Start of Records shown
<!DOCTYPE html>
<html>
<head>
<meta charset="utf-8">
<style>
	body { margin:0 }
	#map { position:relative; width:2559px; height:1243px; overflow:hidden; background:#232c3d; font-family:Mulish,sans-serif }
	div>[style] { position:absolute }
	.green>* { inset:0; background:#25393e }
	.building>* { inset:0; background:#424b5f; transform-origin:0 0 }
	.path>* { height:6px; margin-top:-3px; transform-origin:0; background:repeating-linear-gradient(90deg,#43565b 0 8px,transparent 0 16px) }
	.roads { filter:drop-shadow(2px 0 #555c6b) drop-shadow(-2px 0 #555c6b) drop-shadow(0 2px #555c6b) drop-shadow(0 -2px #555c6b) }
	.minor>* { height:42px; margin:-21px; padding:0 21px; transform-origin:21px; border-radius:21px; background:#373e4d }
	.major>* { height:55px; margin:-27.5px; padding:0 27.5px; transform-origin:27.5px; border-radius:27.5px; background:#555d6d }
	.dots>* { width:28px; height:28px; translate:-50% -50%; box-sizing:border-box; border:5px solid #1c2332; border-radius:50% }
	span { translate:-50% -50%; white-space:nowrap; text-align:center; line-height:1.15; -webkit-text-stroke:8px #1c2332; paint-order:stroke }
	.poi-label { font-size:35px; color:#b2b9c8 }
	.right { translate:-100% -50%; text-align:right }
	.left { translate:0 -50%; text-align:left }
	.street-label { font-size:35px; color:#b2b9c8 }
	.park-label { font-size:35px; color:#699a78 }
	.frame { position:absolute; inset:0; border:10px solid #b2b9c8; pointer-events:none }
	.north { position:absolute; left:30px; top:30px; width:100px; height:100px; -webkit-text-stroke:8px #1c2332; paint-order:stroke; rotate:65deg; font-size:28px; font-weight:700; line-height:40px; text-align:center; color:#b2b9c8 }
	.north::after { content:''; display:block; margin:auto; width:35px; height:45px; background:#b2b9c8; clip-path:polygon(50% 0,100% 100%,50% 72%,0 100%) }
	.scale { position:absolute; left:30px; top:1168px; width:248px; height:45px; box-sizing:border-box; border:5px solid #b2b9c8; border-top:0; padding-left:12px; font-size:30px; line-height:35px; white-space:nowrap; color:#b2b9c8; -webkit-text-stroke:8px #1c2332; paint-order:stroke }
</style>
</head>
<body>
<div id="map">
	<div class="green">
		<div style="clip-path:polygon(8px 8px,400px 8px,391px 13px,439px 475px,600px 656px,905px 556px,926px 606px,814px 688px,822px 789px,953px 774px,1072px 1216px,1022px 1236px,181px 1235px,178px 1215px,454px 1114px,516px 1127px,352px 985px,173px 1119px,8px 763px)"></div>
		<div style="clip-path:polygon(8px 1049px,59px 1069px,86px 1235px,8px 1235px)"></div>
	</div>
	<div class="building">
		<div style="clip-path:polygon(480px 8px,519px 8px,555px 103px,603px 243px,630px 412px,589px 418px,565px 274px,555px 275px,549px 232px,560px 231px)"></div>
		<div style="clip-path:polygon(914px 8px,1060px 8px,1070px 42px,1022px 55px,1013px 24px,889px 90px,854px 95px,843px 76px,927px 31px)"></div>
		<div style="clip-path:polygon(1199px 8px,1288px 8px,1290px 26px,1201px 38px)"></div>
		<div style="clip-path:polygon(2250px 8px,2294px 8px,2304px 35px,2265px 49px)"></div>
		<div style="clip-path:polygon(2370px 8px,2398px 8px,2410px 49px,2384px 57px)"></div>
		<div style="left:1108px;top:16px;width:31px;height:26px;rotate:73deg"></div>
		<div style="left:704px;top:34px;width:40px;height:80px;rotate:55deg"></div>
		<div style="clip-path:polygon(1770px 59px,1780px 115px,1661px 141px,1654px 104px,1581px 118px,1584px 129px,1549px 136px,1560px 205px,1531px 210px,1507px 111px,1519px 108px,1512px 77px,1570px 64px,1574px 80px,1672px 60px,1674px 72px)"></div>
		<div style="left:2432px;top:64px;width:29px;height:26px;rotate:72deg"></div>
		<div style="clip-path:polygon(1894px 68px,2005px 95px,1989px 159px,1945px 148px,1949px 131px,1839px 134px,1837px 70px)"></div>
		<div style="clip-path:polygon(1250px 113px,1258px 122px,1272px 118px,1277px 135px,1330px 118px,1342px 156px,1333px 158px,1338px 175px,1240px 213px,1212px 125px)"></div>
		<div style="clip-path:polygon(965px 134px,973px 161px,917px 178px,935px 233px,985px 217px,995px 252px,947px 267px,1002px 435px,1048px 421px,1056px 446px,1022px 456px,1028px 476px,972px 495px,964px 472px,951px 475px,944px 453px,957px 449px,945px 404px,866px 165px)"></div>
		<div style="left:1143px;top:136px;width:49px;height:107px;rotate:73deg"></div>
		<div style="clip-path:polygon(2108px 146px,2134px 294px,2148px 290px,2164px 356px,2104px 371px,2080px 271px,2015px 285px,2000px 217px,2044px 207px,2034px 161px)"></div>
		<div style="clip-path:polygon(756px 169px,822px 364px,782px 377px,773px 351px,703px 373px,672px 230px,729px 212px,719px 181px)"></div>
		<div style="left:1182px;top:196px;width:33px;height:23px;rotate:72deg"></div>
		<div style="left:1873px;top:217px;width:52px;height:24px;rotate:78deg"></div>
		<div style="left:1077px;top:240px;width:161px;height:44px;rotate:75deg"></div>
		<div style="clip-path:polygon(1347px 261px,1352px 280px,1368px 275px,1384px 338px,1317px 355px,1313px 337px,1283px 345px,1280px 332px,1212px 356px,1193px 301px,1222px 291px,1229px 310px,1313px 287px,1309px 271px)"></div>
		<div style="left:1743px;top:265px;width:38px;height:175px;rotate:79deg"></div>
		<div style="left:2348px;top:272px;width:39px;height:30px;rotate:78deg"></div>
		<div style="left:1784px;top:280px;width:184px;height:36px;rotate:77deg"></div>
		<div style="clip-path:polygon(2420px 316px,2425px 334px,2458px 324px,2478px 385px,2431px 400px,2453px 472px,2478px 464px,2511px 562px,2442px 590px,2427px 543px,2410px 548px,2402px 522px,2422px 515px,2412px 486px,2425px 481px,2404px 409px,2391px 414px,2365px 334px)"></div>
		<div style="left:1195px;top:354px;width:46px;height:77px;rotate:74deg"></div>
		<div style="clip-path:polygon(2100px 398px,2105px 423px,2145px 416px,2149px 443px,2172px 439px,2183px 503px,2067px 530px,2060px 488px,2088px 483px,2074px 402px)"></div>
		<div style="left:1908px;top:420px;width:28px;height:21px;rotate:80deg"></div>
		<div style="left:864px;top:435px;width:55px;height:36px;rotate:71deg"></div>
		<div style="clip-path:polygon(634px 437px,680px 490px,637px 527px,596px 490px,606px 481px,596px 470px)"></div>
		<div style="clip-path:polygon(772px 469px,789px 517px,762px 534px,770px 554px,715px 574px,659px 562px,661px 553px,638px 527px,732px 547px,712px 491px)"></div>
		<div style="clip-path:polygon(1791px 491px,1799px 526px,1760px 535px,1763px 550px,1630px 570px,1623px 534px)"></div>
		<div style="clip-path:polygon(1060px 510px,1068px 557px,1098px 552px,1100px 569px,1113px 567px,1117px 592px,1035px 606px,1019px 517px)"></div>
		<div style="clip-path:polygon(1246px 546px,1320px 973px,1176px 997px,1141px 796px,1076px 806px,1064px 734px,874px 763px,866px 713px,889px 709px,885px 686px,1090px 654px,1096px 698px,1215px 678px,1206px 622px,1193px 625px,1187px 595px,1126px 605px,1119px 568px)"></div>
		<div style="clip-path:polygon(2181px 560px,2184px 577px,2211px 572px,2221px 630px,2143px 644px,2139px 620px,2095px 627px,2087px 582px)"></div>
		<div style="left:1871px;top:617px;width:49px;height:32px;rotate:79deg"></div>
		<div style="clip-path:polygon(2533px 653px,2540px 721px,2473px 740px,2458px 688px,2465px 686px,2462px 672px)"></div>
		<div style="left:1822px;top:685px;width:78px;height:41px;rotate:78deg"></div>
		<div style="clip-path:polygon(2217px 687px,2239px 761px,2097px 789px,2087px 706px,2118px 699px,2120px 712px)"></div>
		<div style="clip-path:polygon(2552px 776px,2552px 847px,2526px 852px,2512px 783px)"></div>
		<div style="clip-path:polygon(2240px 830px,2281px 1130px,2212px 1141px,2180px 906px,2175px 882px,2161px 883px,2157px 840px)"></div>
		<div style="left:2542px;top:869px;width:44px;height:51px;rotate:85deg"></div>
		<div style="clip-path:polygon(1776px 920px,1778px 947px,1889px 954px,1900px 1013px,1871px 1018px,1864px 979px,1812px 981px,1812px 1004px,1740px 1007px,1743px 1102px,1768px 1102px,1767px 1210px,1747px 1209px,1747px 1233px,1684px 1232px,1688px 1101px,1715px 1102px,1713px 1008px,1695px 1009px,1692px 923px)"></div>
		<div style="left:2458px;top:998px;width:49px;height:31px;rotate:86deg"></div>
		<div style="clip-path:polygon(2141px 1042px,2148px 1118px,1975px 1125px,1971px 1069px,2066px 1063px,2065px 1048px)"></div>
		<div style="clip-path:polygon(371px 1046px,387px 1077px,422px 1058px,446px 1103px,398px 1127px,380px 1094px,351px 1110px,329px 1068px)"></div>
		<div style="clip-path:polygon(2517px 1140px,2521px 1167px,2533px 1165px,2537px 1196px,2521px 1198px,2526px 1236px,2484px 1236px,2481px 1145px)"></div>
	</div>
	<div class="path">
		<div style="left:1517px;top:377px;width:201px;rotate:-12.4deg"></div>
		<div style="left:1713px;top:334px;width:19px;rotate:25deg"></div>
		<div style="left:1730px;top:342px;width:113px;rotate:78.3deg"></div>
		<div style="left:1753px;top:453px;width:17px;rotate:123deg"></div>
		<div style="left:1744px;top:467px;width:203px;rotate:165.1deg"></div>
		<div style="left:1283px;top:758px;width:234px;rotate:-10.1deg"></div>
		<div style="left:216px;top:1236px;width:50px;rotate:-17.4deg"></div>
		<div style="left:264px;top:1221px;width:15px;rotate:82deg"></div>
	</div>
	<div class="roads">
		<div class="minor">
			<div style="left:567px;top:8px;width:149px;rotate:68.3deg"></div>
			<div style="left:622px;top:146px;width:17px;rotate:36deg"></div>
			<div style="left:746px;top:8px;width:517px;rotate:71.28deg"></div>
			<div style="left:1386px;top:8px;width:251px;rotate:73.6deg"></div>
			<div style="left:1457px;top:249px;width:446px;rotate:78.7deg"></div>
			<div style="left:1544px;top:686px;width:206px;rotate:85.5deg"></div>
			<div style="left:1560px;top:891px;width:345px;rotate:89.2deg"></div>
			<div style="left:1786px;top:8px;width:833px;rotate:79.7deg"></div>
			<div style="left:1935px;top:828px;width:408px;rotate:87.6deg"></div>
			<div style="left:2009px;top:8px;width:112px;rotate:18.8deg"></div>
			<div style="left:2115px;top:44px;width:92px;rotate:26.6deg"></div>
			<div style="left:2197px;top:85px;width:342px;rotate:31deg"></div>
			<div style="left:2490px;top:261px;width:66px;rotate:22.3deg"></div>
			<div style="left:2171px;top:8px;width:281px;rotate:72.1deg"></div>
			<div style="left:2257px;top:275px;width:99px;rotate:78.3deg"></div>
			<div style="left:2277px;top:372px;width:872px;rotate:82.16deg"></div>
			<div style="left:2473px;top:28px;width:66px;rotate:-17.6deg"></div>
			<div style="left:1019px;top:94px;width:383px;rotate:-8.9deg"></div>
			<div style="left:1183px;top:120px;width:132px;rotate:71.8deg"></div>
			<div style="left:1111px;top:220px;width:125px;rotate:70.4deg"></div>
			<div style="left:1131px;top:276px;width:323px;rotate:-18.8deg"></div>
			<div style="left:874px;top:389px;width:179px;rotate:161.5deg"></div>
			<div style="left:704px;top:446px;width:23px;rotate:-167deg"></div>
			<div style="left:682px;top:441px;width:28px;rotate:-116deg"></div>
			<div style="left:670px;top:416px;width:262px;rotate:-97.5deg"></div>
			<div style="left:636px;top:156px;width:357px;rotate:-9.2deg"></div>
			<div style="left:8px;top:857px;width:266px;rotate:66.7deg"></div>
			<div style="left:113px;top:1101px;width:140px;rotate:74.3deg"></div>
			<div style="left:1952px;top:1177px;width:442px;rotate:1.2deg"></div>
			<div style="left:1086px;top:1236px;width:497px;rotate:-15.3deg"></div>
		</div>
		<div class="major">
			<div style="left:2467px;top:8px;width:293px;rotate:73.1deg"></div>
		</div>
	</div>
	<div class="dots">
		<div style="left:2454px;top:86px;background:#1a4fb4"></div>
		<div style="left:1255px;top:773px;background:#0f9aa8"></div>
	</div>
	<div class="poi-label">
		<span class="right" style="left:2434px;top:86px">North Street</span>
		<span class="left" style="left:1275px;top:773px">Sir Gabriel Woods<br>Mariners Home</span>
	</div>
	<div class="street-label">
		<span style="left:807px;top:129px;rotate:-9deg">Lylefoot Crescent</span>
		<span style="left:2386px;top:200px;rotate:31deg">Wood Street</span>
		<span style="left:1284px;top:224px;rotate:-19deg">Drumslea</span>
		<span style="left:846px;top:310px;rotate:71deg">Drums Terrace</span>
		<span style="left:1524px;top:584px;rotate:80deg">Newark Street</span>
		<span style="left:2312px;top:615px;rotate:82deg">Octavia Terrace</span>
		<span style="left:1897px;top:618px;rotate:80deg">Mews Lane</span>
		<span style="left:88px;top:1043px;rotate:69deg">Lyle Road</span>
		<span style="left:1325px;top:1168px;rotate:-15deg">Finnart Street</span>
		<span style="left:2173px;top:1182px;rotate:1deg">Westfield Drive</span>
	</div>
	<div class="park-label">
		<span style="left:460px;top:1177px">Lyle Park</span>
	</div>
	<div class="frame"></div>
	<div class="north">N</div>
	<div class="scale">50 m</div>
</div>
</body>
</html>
End of Records shown
- _Required work_
Your answer should be each line from the entries that includes the string "roads".

- _Result of this task_
	.roads { filter:drop-shadow(2px 0 #555c6b) drop-shadow(-2px 0 #555c6b) drop-shadow(0 2px #555c6b) drop-shadow(0 -2px #555c6b) }
	<div class="roads">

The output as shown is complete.